= PROBLEM REQUIREMENTS =
An exact copy of all the data is the required output.

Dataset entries
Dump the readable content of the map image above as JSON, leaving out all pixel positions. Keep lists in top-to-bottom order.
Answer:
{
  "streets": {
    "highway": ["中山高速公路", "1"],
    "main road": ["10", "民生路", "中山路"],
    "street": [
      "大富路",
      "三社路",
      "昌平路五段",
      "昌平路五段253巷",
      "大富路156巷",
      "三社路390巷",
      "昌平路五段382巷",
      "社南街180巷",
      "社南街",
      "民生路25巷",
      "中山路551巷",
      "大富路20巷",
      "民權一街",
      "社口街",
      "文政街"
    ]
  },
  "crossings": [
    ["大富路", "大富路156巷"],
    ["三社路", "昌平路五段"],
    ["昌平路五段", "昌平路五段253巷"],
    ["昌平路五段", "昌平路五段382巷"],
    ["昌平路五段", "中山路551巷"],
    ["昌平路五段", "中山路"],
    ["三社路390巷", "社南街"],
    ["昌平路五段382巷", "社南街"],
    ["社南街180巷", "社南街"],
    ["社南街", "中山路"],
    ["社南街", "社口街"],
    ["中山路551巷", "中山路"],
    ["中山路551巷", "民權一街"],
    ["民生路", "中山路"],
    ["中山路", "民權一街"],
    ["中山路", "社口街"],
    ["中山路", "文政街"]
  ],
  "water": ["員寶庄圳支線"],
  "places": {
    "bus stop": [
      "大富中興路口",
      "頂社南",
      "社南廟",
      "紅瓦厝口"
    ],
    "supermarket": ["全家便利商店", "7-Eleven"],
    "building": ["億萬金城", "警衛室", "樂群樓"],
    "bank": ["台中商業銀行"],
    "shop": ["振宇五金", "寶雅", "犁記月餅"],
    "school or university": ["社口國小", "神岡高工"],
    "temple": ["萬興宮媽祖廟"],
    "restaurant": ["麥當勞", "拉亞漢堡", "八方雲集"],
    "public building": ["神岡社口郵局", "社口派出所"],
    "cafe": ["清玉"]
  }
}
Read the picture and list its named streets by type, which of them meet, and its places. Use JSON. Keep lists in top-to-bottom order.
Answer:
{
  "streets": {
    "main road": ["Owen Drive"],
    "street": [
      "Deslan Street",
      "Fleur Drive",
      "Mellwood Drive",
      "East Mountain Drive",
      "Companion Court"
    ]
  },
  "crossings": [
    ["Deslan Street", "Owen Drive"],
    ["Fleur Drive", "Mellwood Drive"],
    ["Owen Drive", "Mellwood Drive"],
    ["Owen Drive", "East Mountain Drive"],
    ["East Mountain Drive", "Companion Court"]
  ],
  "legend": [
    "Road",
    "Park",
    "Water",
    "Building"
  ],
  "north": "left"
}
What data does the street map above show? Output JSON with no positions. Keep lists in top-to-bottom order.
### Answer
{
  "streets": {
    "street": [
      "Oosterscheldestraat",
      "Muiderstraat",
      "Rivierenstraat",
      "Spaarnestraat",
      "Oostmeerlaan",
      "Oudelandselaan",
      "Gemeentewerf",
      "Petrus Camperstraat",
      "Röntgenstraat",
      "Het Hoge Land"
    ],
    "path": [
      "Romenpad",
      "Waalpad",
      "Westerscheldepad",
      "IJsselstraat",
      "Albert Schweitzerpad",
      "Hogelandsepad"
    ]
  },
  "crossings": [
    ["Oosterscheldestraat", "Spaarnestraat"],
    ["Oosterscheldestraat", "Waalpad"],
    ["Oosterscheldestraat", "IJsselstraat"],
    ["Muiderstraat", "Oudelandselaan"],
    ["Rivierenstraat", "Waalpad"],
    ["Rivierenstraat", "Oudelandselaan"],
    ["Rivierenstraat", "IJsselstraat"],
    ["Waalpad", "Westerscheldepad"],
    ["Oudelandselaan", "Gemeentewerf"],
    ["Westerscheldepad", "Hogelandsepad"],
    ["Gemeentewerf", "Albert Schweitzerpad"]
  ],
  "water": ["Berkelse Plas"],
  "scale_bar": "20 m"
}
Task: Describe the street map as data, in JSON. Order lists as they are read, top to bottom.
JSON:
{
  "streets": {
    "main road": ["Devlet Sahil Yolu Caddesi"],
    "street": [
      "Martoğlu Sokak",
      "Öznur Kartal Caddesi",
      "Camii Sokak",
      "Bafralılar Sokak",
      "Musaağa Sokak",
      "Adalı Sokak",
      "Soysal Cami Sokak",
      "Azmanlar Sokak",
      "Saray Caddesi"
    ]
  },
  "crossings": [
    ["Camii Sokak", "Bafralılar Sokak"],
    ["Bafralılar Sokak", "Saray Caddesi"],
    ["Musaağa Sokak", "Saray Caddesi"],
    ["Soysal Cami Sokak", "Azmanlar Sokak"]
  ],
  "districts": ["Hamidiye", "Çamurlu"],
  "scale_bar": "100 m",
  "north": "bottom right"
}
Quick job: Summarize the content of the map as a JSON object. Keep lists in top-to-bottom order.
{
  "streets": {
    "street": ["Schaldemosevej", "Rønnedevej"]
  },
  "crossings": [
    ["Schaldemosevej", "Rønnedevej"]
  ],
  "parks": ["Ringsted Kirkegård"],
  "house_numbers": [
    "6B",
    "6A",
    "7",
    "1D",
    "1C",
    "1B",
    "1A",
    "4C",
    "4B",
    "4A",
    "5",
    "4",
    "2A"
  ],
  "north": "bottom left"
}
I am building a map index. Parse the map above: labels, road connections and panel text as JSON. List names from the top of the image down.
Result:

= EXERCISE RESPONSE =
Dump the readable content of the map image above as JSON, leaving out all pixel positions. Keep lists in top-to-bottom order.
Answer:
{
  "streets": {
    "highway": ["中山高速公路", "1"],
    "main road": ["10", "民生路", "中山路"],
    "street": [
      "大富路",
      "三社路",
      "昌平路五段",
      "昌平路五段253巷",
      "大富路156巷",
      "三社路390巷",
      "昌平路五段382巷",
      "社南街180巷",
      "社南街",
      "民生路25巷",
      "中山路551巷",
      "大富路20巷",
      "民權一街",
      "社口街",
      "文政街"
    ]
  },
  "crossings": [
    ["大富路", "大富路156巷"],
    ["三社路", "昌平路五段"],
    ["昌平路五段", "昌平路五段253巷"],
    ["昌平路五段", "昌平路五段382巷"],
    ["昌平路五段", "中山路551巷"],
    ["昌平路五段", "中山路"],
    ["三社路390巷", "社南街"],
    ["昌平路五段382巷", "社南街"],
    ["社南街180巷", "社南街"],
    ["社南街", "中山路"],
    ["社南街", "社口街"],
    ["中山路551巷", "中山路"],
    ["中山路551巷", "民權一街"],
    ["民生路", "中山路"],
    ["中山路", "民權一街"],
    ["中山路", "社口街"],
    ["中山路", "文政街"]
  ],
  "water": ["員寶庄圳支線"],
  "places": {
    "bus stop": [
      "大富中興路口",
      "頂社南",
      "社南廟",
      "紅瓦厝口"
    ],
    "supermarket": ["全家便利商店", "7-Eleven"],
    "building": ["億萬金城", "警衛室", "樂群樓"],
    "bank": ["台中商業銀行"],
    "shop": ["振宇五金", "寶雅", "犁記月餅"],
    "school or university": ["社口國小", "神岡高工"],
    "temple": ["萬興宮媽祖廟"],
    "restaurant": ["麥當勞", "拉亞漢堡", "八方雲集"],
    "public building": ["神岡社口郵局", "社口派出所"],
    "cafe": ["清玉"]
  }
}
Read the picture and list its named streets by type, which of them meet, and its places. Use JSON. Keep lists in top-to-bottom order.
Answer:
{
  "streets": {
    "main road": ["Owen Drive"],
    "street": [
      "Deslan Street",
      "Fleur Drive",
      "Mellwood Drive",
      "East Mountain Drive",
      "Companion Court"
    ]
  },
  "crossings": [
    ["Deslan Street", "Owen Drive"],
    ["Fleur Drive", "Mellwood Drive"],
    ["Owen Drive", "Mellwood Drive"],
    ["Owen Drive", "East Mountain Drive"],
    ["East Mountain Drive", "Companion Court"]
  ],
  "legend": [
    "Road",
    "Park",
    "Water",
    "Building"
  ],
  "north": "left"
}
What data does the street map above show? Output JSON with no positions. Keep lists in top-to-bottom order.
### Answer
{
  "streets": {
    "street": [
      "Oosterscheldestraat",
      "Muiderstraat",
      "Rivierenstraat",
      "Spaarnestraat",
      "Oostmeerlaan",
      "Oudelandselaan",
      "Gemeentewerf",
      "Petrus Camperstraat",
      "Röntgenstraat",
      "Het Hoge Land"
    ],
    "path": [
      "Romenpad",
      "Waalpad",
      "Westerscheldepad",
      "IJsselstraat",
      "Albert Schweitzerpad",
      "Hogelandsepad"
    ]
  },
  "crossings": [
    ["Oosterscheldestraat", "Spaarnestraat"],
    ["Oosterscheldestraat", "Waalpad"],
    ["Oosterscheldestraat", "IJsselstraat"],
    ["Muiderstraat", "Oudelandselaan"],
    ["Rivierenstraat", "Waalpad"],
    ["Rivierenstraat", "Oudelandselaan"],
    ["Rivierenstraat", "IJsselstraat"],
    ["Waalpad", "Westerscheldepad"],
    ["Oudelandselaan", "Gemeentewerf"],
    ["Westerscheldepad", "Hogelandsepad"],
    ["Gemeentewerf", "Albert Schweitzerpad"]
  ],
  "water": ["Berkelse Plas"],
  "scale_bar": "20 m"
}
Task: Describe the street map as data, in JSON. Order lists as they are read, top to bottom.
JSON:
{
  "streets": {
    "main road": ["Devlet Sahil Yolu Caddesi"],
    "street": [
      "Martoğlu Sokak",
      "Öznur Kartal Caddesi",
      "Camii Sokak",
      "Bafralılar Sokak",
      "Musaağa Sokak",
      "Adalı Sokak",
      "Soysal Cami Sokak",
      "Azmanlar Sokak",
      "Saray Caddesi"
    ]
  },
  "crossings": [
    ["Camii Sokak", "Bafralılar Sokak"],
    ["Bafralılar Sokak", "Saray Caddesi"],
    ["Musaağa Sokak", "Saray Caddesi"],
    ["Soysal Cami Sokak", "Azmanlar Sokak"]
  ],
  "districts": ["Hamidiye", "Çamurlu"],
  "scale_bar": "100 m",
  "north": "bottom right"
}
Quick job: Summarize the content of the map as a JSON object. Keep lists in top-to-bottom order.
{
  "streets": {
    "street": ["Schaldemosevej", "Rønnedevej"]
  },
  "crossings": [
    ["Schaldemosevej", "Rønnedevej"]
  ],
  "parks": ["Ringsted Kirkegård"],
  "house_numbers": [
    "6B",
    "6A",
    "7",
    "1D",
    "1C",
    "1B",
    "1A",
    "4C",
    "4B",
    "4A",
    "5",
    "4",
    "2A"
  ],
  "north": "bottom left"
}
I am building a map index. Parse the map above: labels, road connections and panel text as JSON. List names from the top of the image down.
Result:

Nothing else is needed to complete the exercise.